1.Composite material structure
Lithium-carbon composite material (Li-CNT) is based on lithium metal and CNTs, in which lithium metal is impregnated in CNT particles that are as the framework.
The surface passivated lithium-carbon composite material (SP@Li-CNT) has a hydrophobic and oxygen-repellent layer, and its processibility is improved. The material can be used safely in a dry room.
Compared with lithium foil, Li-CNT or SP@Li-CNT can provide more lithium plating and stripping sites, inhibit the formation of dendrites, and ease the volume change of the electrode. The CNT framework provides a stable support for SEI, so the anode has better cycle performance.
2.Physical and chemical properties：
CNT is the common commercial multi-walled carbon nanotubes, and lithium is battery-grade metallic lithium and various lithium alloys. The particle size, D50=9 microns, is basically the same as commercial graphite and silicon carbon anode materials.
3.Sample application examples
Li-CNT or SP
@ Li-CNT are mixed with binder and conductive agent, and then coated on Cu foil to prepare electrodes.
The SP@Li-CNT obtained by OPA passivation is paired with lithium iron phosphate to form a full cell, with an anode excess of 50%. The cell can be cycled stably for 250 times. The coulombic efficiency of the anode is 98.8%.
The SP@Li-CNT with optimized passivator constitutes a full cell with lithium iron phosphate. The anode is 50% excessive; the lifetime is improved to more than 300 cycles; and the coulombic efficiency is increased to 99.25%.
On the basis of optimizing the passivating agent, adjusting the electrolyte additives can further improve the cycle performance and rate performance of the anode. The coulombic efficiency can reach 99.3%, and the 10C rate charge and discharge still maintain good capacity performance.
4. Emergency measures
Lithium has high chemical activity and burns violently when exposed to water. Li-CNT is a micron-level particle with stronger reaction activity and will spontaneously ignite in air. SP@Li-CNT after passivation is still flammable and cannot be stored in air or used in non-dry air. If there is a fire, only use fire-fighting sands and fire blankets to extinguish the fire (see MSDS for details).
5. Sample provision method
A small amount of sample is currently available.
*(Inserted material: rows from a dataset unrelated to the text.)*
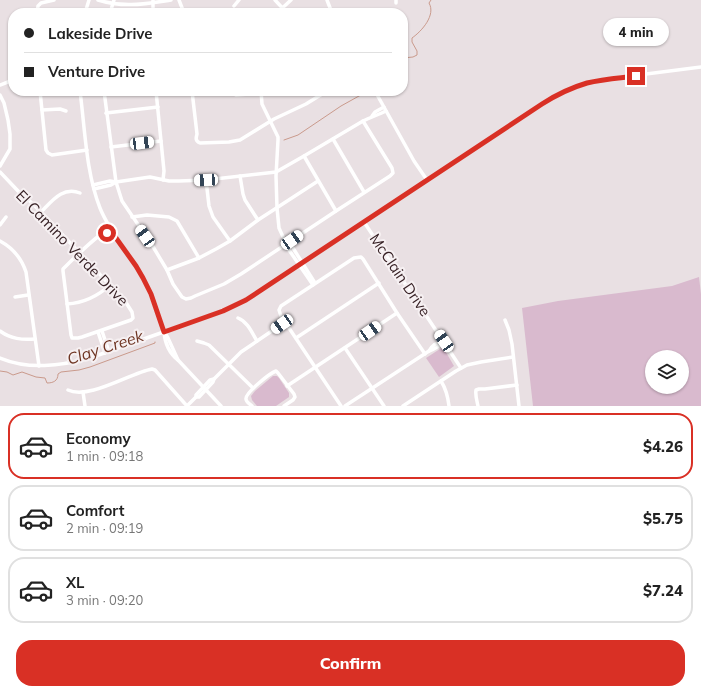 <!DOCTYPE html>
<html lang="en">
<head>
<meta charset="utf-8">
<style>
	:root { --surface:#fff; --page:#f2f2f2; --text:#222; --muted:#767676; --line:#e0e0e0; --accent:#d93025 }
	body { margin:0; font-family:Mulish,sans-serif; background:var(--page); color:var(--text); height:100vh; display:flex; flex-direction:column; font-size:15px; white-space:nowrap }
	* { box-sizing:border-box; margin:0 }
	p { font-size:13px; color:var(--muted) }
	.icon { flex:none; width:22px; height:22px; fill:none; stroke:currentColor; stroke-width:2; stroke-linecap:round; stroke-linejoin:round }
	.map { position:relative; height:406px; overflow:hidden }
	.panel { display:flex; flex-direction:column; background:var(--surface); flex:1 }
	.panel>* { flex:none }
	.top-card { position:absolute; left:8px; top:8px; width:400px; height:88px; border-radius:16px; box-shadow:0 1px 3px #0004; display:grid; align-content:center; height:88px; padding:0 16px; background:var(--surface) }
	.fabs { position:absolute; left:645px; top:350px; display:grid; gap:8px }
	.fabs a { display:grid; place-items:center; width:44px; height:44px; border-radius:50%; background:var(--surface); box-shadow:0 1px 3px #0004; font-size:20px }
	.end { position:absolute; width:18px; height:18px; margin:-9px; border:5px solid #d93025; background:#fff; box-shadow:0 0 0 2px #fff }
	.from { border-radius:50% }
	.bubble { position:absolute; height:28px; border-radius:14px; background:var(--surface); box-shadow:0 1px 3px #0004; font-size:13px; font-weight:800; line-height:28px; text-align:center }
	.car { position:absolute; width:12px; height:24px; margin:-12px -6px; border-radius:5px; box-shadow:0 0 3px 1px #0007; background:linear-gradient(#fff 24%,#345 0 40%,#fff 0 76%,#345 0 86%,#fff 0) }
	.top-card b { display:flex; align-items:center; gap:14px; height:38px; font-size:15px }
	.top-card b+b { border-top:1px solid var(--line) }
	.top-card i { width:10px; height:10px; background:var(--text) }
	ul { padding:7px 0 0; list-style:none }
	li { display:flex; align-items:center; gap:12px; height:66px; margin:0 8px 6px; padding:0 8px; border:2px solid var(--line); border-radius:16px }
	li div { flex:1 }
	li b { display:block; font-size:15px }
	li em { font-style:normal; font-weight:800 }
	li.selected { border-color:var(--accent) }
	li>.icon { width:36px; height:36px; stroke-width:1.5 }
	.primary-button { display:flex; gap:8px; margin-top:auto; padding:8px 16px }
	.primary-button a { flex:1; height:46px; border-radius:16px; background:var(--accent); color:#fff; font-size:16px; font-weight:800; line-height:46px; text-align:center }
	.map>svg:first-child { display:block }
	.green { fill:#d9bace; fill-rule:evenodd }
	.lines { fill:none; stroke-linecap:round; stroke-linejoin:round }
	.stream { stroke:#ca9a8c; stroke-width:1 }
	.minor { stroke:#fff; stroke-width:3.5 }
	.route { stroke:#d93025; stroke-width:5 }
	.labels { text-anchor:middle; stroke-width:4; stroke-linejoin:round; paint-order:stroke }
	.street-label { font-size:15px; fill:#382226; stroke:#f6f0f2 }
	.water-label { font-size:16px; font-style:italic; fill:#6e3422; stroke:#f6f0f2 }
</style>
</head>
<body>
<div class="map">
<svg width="701" height="406" viewBox="0 0 701 406">
	<rect width="100%" height="100%" fill="#e9e0e3"/>
	<g class="green">
		<path d="M699,277L701,294V406H533L522,308L558,301L672,286ZM652,357H682V387H652Z"/>
		<polygon points="443,347 454,366 439,377 426,358"/>
		<polygon points="273,376 277,376 279,378 289,393 289,397 276,406 257,406 252,400 251,396 255,391"/>
	</g>
	<g class="lines">
		<g class="stream">
			<path d="M403,58L413,57L417,55V51L412,42V38C422,31 436,15 429,3L431,0"/>
			<polyline points="284,140 298,135 341,106 368,91"/>
			<path d="M0,371L7,372L13,375L22,372L36,377L45,378L47,383C53,383 58,381 58,374L61,372L79,370L90,367L155,343V342"/>
		</g>
		<g class="minor">
			<path d="M98,0C124,8 144,4 171,0"/>
			<polyline points="153,0 153,13"/>
			<polyline points="179,0 184,13"/>
			<polyline points="275,0 287,13"/>
			<polyline points="327,0 332,13"/>
			<polyline points="396,0 396,3"/>
			<polyline points="234,6 239,0"/>
			<polyline points="37,13 38,6 41,3 54,0"/>
			<polyline points="85,13 89,0"/>
			<polyline points="110,13 114,0"/>
			<polyline points="277,13 291,0"/>
			<polyline points="0,85 13,80"/>
			<polyline points="40,91 46,150 48,153 52,155 87,150"/>
			<path d="M80,91C85,129 86,173 100,208C110,233 127,250 140,273C151,291 157,312 164,332C165,344 169,353 178,360L221,406"/>
			<polyline points="104,91 116,182 122,201 152,245 167,270 173,284 182,297 186,299 191,298 195,296 224,284 241,274 336,211 390,176 393,173 392,168 363,121"/>
			<polyline points="156,91 164,171 163,180"/>
			<path d="M192,91L197,134C196,138 195,141 200,143L229,142L240,140L274,119L306,104L327,91"/>
			<polyline points="261,91 262,104 278,137 278,140 276,176 277,208 279,228 289,250 313,285"/>
			<polyline points="375,91 414,161 427,180"/>
			<polyline points="0,95 4,103 8,120 10,134 10,149 0,166"/>
			<polyline points="236,95 261,93"/>
			<polyline points="42,110 60,109 66,111"/>
			<polyline points="106,113 158,107"/>
			<polyline points="372,116 375,112 384,107"/>
			<polyline points="333,139 364,192"/>
			<polyline points="111,147 161,141"/>
			<polyline points="304,156 336,211"/>
			<path d="M0,172L19,192L32,203L41,212L125,301L132,312L133,318L131,320L82,337L78,338H72L71,335L63,271V269C75,257 87,245 100,235L102,233L110,228"/>
			<polyline points="240,176 243,194 245,200 258,220"/>
			<polyline points="206,180 209,206 213,217 230,241"/>
			<path d="M93,185L110,181L116,182L150,177L169,181H179L206,180L276,172L304,156L363,121C371,117 378,115 386,111"/>
			<polyline points="94,189 111,185 116,182"/>
			<path d="M41,212C52,201 63,186 80,193"/>
			<polyline points="132,217 147,215 169,217 177,221 199,258"/>
			<polyline points="364,222 461,368"/>
			<polyline points="0,225 6,217"/>
			<polyline points="100,235 103,235 111,231"/>
			<path d="M0,241C13,248 21,257 26,272L39,366"/>
			<polyline points="288,244 293,248 315,283"/>
			<polyline points="167,270 199,258 216,249 230,241 258,220 318,181"/>
			<polyline points="15,297 28,295"/>
			<path d="M67,304C83,303 98,296 110,285"/>
			<path d="M238,318C248,322 252,333 257,341"/>
			<polyline points="505,320 509,330 512,344 519,406"/>
			<path d="M0,331C11,339 22,340 35,339"/>
			<polyline points="102,331 109,352"/>
			<polyline points="98,332 105,353"/>
			<polyline points="165,333 168,338 178,360"/>
			<polyline points="296,338 379,283"/>
			<polyline points="197,341 204,343 209,345 253,388"/>
			<polyline points="345,348 384,406"/>
			<path d="M429,351C432,345 438,342 444,341"/>
			<path d="M0,358C29,370 60,366 90,358L223,311L251,297L542,104L563,92L587,83L607,79L701,67"/>
			<path d="M441,381C446,389 448,397 449,406"/>
			<polyline points="287,386 397,313"/>
			<path d="M68,390C89,400 130,373 152,369L155,370L187,406"/>
			<polyline points="83,392 85,406"/>
			<polyline points="196,397 199,397 213,382 214,379"/>
			<polyline points="187,406 196,397 196,395 210,380 214,379 241,352 285,322"/>
			<path d="M252,406C250,404 246,402 246,399C245,393 270,373 276,371L278,373L294,394L295,397L293,400L284,406"/>
			<polyline points="341,406 281,316 279,310 281,306 354,258 361,257 363,259 397,313 425,354"/>
			<path d="M345,406L429,351C435,349 440,346 444,341"/>
			<polyline points="403,406 456,371 467,365 481,362 513,357"/>
			<path d="M478,406C477,401 475,395 476,390L479,389H485L517,385"/>
		</g>
	</g>
	<g class="lines">
		<path class="route" d="M107,233L111,231L136,266L143,278L151,294L164,332L223,311L246,300L542,104C556,95 570,88 587,83C603,79 620,78 636,76"/>
	</g>
	<g class="labels">
		<g class="street-label">
			<text transform="translate(72 248) rotate(46)" y="5">El Camino Verde Drive</text>
			<text transform="translate(400 275) rotate(56)" y="5">McClain Drive</text>
		</g>
		<g class="water-label">
			<text transform="translate(105 347) rotate(-18)" y="6">Clay Creek</text>
		</g>
	</g>
</svg>
<div class="fabs">
<a><svg class="icon" aria-label="layers" viewBox="0 0 24 24"><path d="M12 4l9 5-9 5-9-5zM3 14l9 5 9-5"/></svg></a>
</div>
<i class="end from" style="left:107px;top:233px"></i>
<i class="end" style="left:636px;top:76px"></i>
<div class="bubble" style="left:603px;top:18px;width:66px">4 min</div>
<i class="car" style="left:142px;top:143px;rotate:83deg"></i>
<i class="car" style="left:206px;top:180px;rotate:267deg"></i>
<i class="car" style="left:145px;top:236px;rotate:325deg"></i>
<i class="car" style="left:292px;top:240px;rotate:56deg"></i>
<i class="car" style="left:282px;top:324px;rotate:236deg"></i>
<i class="car" style="left:370px;top:331px;rotate:56deg"></i>
<i class="car" style="left:444px;top:341px;rotate:326deg"></i>
<div class="top-card">
<b><i class="from"></i>Lakeside Drive</b>
<b><i></i>Venture Drive</b>
</div>
</div>
<section class="panel">
<ul>
<li class="selected"><svg class="icon" aria-label="car" viewBox="0 0 24 24"><path d="M5 17H2v-5l4-1 3-4h7l3 4 3 1v5h-3M9 17h6M6 11h13"/><circle cx="7" cy="17" r="2"/><circle cx="17" cy="17" r="2"/></svg><div><b>Economy</b><p>1 min · 09:18</p></div><em>$4.26</em></li>
<li><svg class="icon" aria-label="car" viewBox="0 0 24 24"><path d="M5 17H2v-5l4-1 3-4h7l3 4 3 1v5h-3M9 17h6M6 11h13"/><circle cx="7" cy="17" r="2"/><circle cx="17" cy="17" r="2"/></svg><div><b>Comfort</b><p>2 min · 09:19</p></div><em>$5.75</em></li>
<li><svg class="icon" aria-label="car" viewBox="0 0 24 24"><path d="M5 17H2v-5l4-1 3-4h7l3 4 3 1v5h-3M9 17h6M6 11h13"/><circle cx="7" cy="17" r="2"/><circle cx="17" cy="17" r="2"/></svg><div><b>XL</b><p>3 min · 09:20</p></div><em>$7.24</em></li>
</ul>
<div class="primary-button"><a>Confirm</a></div>
</section>
</body>
</html>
The glass bottle is filled with argon and sealed. Then the bottle is sealed in the iron cans and aluminum plastic bags. Filled the bag with foam, and shipped in wooden boxes or iron drums.
7. Safety instructions
7.1 Operating environment:：
Lithium-carbon composite material: only allowed to be used in an argon glove box (water content ≤1ppm, oxygen content ≤1ppm).
Surface passivated lithium-carbon composite material: only allowed to be used in dry room with dew point≤-45℃ or in argon glove box (water content≤1ppm, oxygen content≤1ppm).
7.2 Safety rules for personnel
Protective equipment such as masks, dry nitrile gloves, dry protection suits and dry protective goggles should be worn when handling samples.
7.3 Transfer sample to argon glove box
Remove the express cartons, iron cans and fillings, and transfer the remaining parts directly to the glove box through the transition bin.
When pumping and filling in the transition bin, it is necessary to reduce the pumping vacuum (-0.5MPa is sufficient) and increase the pumping and filling
times (6-10 times) to prevent the package from breaking.
After transferring to the glove box, continue to remove the aluminum-plastic bag.
7.4 Storage of remaining samples
The remaining samples are sealed and stored in an argon glove box.
7.5 Waste disposal
Wear protective equipment when disposing of waste. The nitrile gloves, dust-free paper and other items used in the operation shall be fully immersed with water in an open space or in a fume hood. After the metal lithium and water have completely reacted, make sure that no hydrogen bubbles will be generated; then dispose the solid and liquid waste.